The most typical use case for features is evaluating a set of them on a collection of data points to feed that information into a machine learning algorithm. FeatureForge provides an evaluation tool that, given a list of features and a collection of data points allows you to produce a matrix with the evaluation results in a format suitable for input into scikit-learn algorithms.
In addition to that, some tools are provided to map back the results (which are essentially numeric) into feature names in order to make analysis of the data easier
The core class for applying features to values is featureforge.vectorizer.Vectorizer. This class is instantiated with a list of features to be used, and then follows the standard pipeline API from scikit learn described at <http://scikit-learn.org/stable/modules/generated/sklearn.pipeline.Pipeline.html>.
Roughly, to use it standalone what you do is:
v = Vectorizer([some_feature, some_other_feature])
# data is a sequence of data points
result = v.transform(data)
After this, result contains a matrix with the feature evaluations (see the Generated output) section below.
In a more typical use, you’ll want to put this inside a scikit-learn pipeline, something like this:
from sklearn import Pipeline
v = Vectorizer([some_feature, some_other_feature])
... build other steps like classificators/regressors ...
p = Pipeline([v, step2, step3])
# Here you can use p methods depending on what you built. See the scikit
# documentation for examples
The output for the vectorizer (i.e., the result of its transform() method) is a matrix with one row per each data point, and some columns for each feature. The mapping from feature to columns depends on the type of the feature value:
- Numeric values are mapped to a column with the numeric value
- Enumerated values are mapped to one column for each possible value of the enumeration, with values 0 or 1. For example a feature with possible values “animal”, “vegetable”, “mineral” will be mapped to 3 columns, and for each row only one will have a 1 and the rest will have zeroes.
- Vector features are mapped to a number of columns equal to the size of the vector.
- Bag of Words values, very similary to Enumerated values, are mapped to one column for each possible value, with values from 0 to the number of times that each value appears in the bag. For example a feature with possible values “red”, “green”, “blue” will be mapped to 3 columns, and for each row may be all zeroes if evaluated with empty sequence, all ones if evaluated with [“red”, “green”, “blue”], or a 3 and two zeroes if evaluated with [“red”, “red”, “red”]
One consequence of this is that any tool that operates on your data afterwards and returns column indexes will return numbers that are not trivially mapped to your features. For example, some scikit-learn algorithms provide some analysis of the matrix telling you which columns are best correlated with some property. If you use those you will get a result like “columns 37 and 42 have high correlation”, but you probably want to know the name of the features which are related to columns 37 and 42. To do so, the vectorizer provides a column_to_feature(i) method, which takes a column number and returns a tuple (feature, info), where feature is the original feature (remember that you can get a better description printing f.name when f is a feature). The second field in the result tuple is None for numeric features, the label for enumerated or bag features (i.e., “animal”, “vegetable” or “mineral”) and the index for vector features.
Sparse vs Dense Matrices¶
By default, Vectorizer will construct a sparse numpy matrix which in the general case will consume significanly less memory.
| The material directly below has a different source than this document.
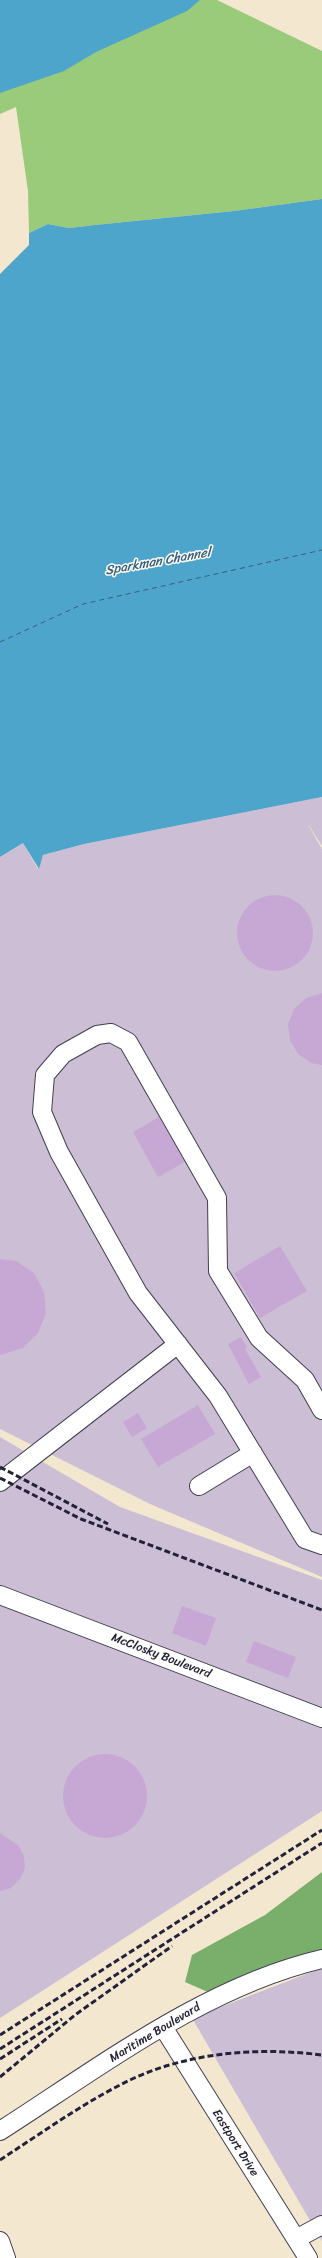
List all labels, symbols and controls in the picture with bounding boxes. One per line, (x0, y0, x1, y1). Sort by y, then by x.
water label: Sparkman Channel (104, 545, 212, 579)
street label: McClosky Boulevard (109, 1630, 213, 1682)
street label: Maritime Boulevard (107, 2000, 203, 2066)
street label: Eastport Drive (209, 2107, 261, 2179)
Anyway, by passing sparse=False as an argument when instantiating Vectorizer you can change this to use a dense matrix instead.
If your data is not completely clean or there are bugs in the implementation of your features, it is possible that during vectorization an exception will be raised, which stops the process. This is specially annoying if this happens after a long run time (computing features can take a lot of time for big datasets and or complex features) just because a silly bug that is triggered in a single broken or unusual datapoint among millions of them.
For many experiments, the result you get is useful even if you drop some samples, or even if you ignore a few buggy features while letting the other ones be evaluated.
FetureForge provides a “tolerant” version of the vectorizer that can be used by passing tolerant=True as an argument when instantiating Vectorizer. When in tolerant mode, the following things happen:
- Data points are always discarded when failing: If a given sample fails when evaluating a feature with it, no matter what, no matter when, the data point is discarded.
- If a feature evaluation fails in the first 100 samples, it’s assumed to be broken and it’s excluded.
- If a feature evaluation fails more than 5 times, it’s assumed to be broken and it’s excluded.
- When a feature is excluded, samples discarded because of that feature are re-checked.
Right now, the configuration values for the policy are hardcoded.
Note that the process described above can result on a matrix that is missing some rows (data points) and some columns (features).